* [Exercise goal]:
The answer must be every line from the entries below that contains "setLineDash".

::::

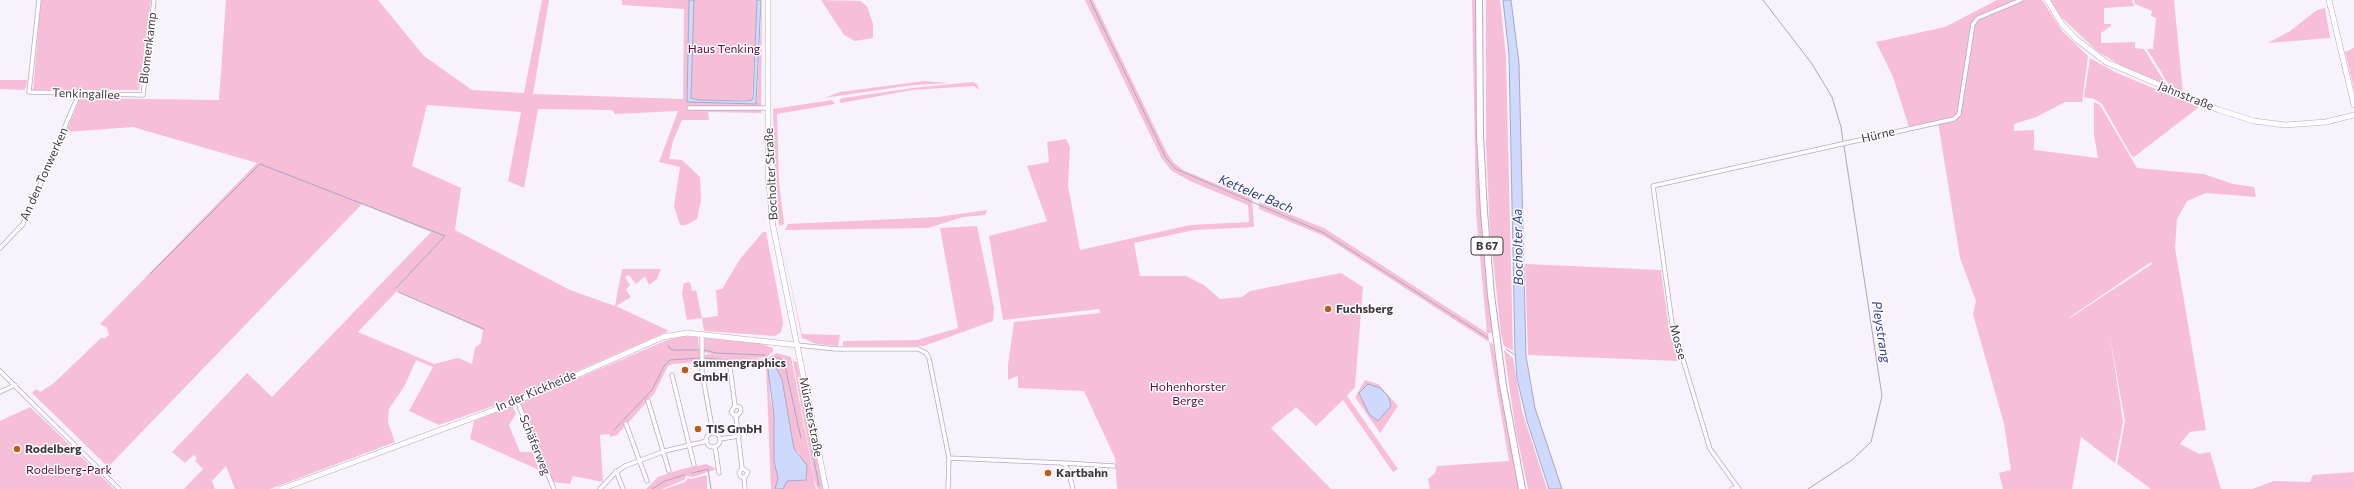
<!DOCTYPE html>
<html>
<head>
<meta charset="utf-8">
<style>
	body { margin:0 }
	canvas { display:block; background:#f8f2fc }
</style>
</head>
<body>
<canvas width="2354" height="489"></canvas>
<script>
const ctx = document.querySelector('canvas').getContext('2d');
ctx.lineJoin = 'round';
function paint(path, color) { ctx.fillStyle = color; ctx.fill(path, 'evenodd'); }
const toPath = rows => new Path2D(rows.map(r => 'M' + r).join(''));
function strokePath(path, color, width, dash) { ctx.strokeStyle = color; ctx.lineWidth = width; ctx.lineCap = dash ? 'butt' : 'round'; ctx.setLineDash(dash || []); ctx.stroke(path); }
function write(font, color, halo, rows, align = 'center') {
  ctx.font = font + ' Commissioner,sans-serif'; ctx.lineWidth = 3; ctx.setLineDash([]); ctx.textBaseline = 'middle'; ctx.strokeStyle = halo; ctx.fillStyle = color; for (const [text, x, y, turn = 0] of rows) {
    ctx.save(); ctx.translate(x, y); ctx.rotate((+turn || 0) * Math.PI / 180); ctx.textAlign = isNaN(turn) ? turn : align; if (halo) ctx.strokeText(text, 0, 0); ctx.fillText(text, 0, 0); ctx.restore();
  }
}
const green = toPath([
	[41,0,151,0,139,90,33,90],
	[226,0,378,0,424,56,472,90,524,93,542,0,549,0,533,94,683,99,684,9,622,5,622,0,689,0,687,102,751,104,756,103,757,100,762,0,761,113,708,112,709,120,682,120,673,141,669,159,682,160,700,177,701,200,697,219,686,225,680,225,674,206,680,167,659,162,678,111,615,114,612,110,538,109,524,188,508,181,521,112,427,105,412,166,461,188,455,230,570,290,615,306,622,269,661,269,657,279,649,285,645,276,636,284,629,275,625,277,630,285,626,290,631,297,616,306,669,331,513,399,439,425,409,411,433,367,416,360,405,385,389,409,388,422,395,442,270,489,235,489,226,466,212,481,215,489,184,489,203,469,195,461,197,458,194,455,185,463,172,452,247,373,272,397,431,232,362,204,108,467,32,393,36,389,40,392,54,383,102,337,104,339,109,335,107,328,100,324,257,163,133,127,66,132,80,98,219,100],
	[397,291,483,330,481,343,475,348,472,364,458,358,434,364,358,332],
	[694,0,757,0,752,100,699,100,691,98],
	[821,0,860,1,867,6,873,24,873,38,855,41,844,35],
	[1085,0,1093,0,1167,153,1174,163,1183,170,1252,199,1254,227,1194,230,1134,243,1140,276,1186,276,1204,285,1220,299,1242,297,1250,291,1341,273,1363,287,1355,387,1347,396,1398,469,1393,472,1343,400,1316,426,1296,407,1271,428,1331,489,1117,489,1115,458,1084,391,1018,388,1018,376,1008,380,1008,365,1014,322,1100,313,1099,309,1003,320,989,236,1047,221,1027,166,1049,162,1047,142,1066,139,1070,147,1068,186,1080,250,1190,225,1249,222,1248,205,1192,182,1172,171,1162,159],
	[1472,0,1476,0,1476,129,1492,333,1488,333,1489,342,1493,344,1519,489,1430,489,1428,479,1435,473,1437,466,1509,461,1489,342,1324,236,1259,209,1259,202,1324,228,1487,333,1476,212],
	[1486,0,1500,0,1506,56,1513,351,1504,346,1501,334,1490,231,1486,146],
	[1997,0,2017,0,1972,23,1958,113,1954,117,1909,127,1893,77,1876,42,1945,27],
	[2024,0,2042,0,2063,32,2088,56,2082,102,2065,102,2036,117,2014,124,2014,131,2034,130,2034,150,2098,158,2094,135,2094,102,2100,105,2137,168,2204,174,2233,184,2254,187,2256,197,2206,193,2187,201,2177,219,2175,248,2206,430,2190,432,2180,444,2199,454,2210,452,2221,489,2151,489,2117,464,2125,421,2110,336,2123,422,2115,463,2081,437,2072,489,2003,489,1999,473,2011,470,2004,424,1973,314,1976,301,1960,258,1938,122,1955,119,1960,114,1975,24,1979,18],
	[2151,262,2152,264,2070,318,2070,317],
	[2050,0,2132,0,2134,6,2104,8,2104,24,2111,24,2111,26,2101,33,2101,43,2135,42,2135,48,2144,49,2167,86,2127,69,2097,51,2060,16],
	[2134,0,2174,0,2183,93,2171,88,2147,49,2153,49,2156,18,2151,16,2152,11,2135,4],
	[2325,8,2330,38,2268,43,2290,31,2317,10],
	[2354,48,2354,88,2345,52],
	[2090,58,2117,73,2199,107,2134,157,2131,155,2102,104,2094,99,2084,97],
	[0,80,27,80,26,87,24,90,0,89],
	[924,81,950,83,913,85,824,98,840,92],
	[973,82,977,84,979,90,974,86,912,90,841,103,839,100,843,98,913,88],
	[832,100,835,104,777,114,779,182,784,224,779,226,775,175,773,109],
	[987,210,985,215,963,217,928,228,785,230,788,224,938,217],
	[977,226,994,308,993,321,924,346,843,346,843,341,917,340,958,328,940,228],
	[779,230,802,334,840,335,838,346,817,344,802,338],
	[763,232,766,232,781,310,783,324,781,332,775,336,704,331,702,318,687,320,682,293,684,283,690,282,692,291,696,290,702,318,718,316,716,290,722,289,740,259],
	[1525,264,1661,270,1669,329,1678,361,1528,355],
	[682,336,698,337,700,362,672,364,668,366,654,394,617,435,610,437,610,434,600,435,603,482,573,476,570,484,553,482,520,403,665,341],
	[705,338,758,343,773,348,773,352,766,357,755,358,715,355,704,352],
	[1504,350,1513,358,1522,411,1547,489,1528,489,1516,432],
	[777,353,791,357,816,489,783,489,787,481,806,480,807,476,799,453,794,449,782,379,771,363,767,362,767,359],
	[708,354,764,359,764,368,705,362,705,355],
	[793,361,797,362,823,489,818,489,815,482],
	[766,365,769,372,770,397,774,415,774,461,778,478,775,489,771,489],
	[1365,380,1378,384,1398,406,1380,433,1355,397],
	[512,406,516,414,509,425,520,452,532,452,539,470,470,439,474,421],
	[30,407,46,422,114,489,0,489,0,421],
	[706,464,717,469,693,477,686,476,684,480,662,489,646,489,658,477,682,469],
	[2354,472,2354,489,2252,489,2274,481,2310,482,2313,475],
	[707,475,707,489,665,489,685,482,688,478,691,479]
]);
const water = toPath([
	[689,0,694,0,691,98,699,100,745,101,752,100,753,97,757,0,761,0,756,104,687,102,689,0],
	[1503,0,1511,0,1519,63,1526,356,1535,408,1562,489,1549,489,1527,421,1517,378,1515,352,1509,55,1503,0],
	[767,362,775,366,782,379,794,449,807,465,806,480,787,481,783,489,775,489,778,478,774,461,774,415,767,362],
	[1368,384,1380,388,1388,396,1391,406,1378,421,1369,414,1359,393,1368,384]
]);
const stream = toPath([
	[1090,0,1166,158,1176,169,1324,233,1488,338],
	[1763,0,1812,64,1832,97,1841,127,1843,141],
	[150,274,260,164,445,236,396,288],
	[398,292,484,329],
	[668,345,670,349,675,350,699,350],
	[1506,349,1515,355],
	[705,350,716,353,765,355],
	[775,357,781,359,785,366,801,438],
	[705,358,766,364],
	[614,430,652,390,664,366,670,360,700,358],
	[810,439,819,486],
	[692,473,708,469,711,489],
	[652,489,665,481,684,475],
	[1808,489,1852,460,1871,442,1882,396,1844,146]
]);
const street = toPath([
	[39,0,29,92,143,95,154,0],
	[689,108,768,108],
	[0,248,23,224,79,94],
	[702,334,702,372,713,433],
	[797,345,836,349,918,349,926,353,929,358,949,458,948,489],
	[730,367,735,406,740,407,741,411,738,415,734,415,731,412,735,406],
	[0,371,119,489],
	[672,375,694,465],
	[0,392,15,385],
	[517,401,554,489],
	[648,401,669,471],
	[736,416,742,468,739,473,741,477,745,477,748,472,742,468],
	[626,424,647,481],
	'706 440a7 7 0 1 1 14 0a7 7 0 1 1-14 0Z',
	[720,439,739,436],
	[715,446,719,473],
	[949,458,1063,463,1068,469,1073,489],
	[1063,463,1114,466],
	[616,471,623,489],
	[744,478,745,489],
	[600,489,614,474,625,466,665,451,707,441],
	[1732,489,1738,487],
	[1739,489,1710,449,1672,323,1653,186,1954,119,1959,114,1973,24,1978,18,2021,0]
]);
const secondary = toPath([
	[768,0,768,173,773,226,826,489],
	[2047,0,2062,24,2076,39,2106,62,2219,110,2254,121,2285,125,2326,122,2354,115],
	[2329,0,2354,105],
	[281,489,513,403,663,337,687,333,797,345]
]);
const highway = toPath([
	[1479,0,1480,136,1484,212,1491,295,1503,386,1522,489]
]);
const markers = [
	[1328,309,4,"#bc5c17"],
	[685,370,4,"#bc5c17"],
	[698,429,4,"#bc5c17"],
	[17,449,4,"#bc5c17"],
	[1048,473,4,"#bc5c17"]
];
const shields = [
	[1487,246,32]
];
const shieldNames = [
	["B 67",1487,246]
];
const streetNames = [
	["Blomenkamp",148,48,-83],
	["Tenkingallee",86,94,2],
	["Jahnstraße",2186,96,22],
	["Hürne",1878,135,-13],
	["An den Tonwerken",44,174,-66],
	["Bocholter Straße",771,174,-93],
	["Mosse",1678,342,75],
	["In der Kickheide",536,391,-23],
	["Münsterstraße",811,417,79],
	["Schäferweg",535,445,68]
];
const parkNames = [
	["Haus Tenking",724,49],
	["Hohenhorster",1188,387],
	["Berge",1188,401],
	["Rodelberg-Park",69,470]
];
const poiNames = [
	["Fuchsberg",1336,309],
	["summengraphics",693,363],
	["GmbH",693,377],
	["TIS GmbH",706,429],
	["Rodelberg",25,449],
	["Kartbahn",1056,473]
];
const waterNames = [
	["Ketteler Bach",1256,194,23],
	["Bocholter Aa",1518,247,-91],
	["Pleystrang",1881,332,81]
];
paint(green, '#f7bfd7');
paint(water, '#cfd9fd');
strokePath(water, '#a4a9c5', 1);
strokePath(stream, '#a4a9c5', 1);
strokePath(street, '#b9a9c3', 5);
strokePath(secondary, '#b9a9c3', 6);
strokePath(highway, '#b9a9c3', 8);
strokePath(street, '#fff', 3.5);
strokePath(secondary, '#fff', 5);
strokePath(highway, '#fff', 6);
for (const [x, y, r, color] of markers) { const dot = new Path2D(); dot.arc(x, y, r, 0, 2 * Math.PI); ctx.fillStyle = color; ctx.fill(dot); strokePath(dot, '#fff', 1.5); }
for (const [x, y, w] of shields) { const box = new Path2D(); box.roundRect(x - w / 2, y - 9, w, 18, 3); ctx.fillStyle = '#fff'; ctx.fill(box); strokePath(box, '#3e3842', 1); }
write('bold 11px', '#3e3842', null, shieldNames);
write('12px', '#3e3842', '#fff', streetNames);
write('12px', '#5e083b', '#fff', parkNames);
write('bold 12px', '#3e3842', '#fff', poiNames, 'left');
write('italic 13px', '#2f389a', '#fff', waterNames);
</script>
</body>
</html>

::::

* [Response area]:
function strokePath(path, color, width, dash) { ctx.strokeStyle = color; ctx.lineWidth = width; ctx.lineCap = dash ? 'butt' : 'round'; ctx.setLineDash(dash || []); ctx.stroke(path); }
  ctx.font = font + ' Commissioner,sans-serif'; ctx.lineWidth = 3; ctx.setLineDash([]); ctx.textBaseline = 'middle'; ctx.strokeStyle = halo; ctx.fillStyle = color; for (const [text, x, y, turn = 0] of rows) {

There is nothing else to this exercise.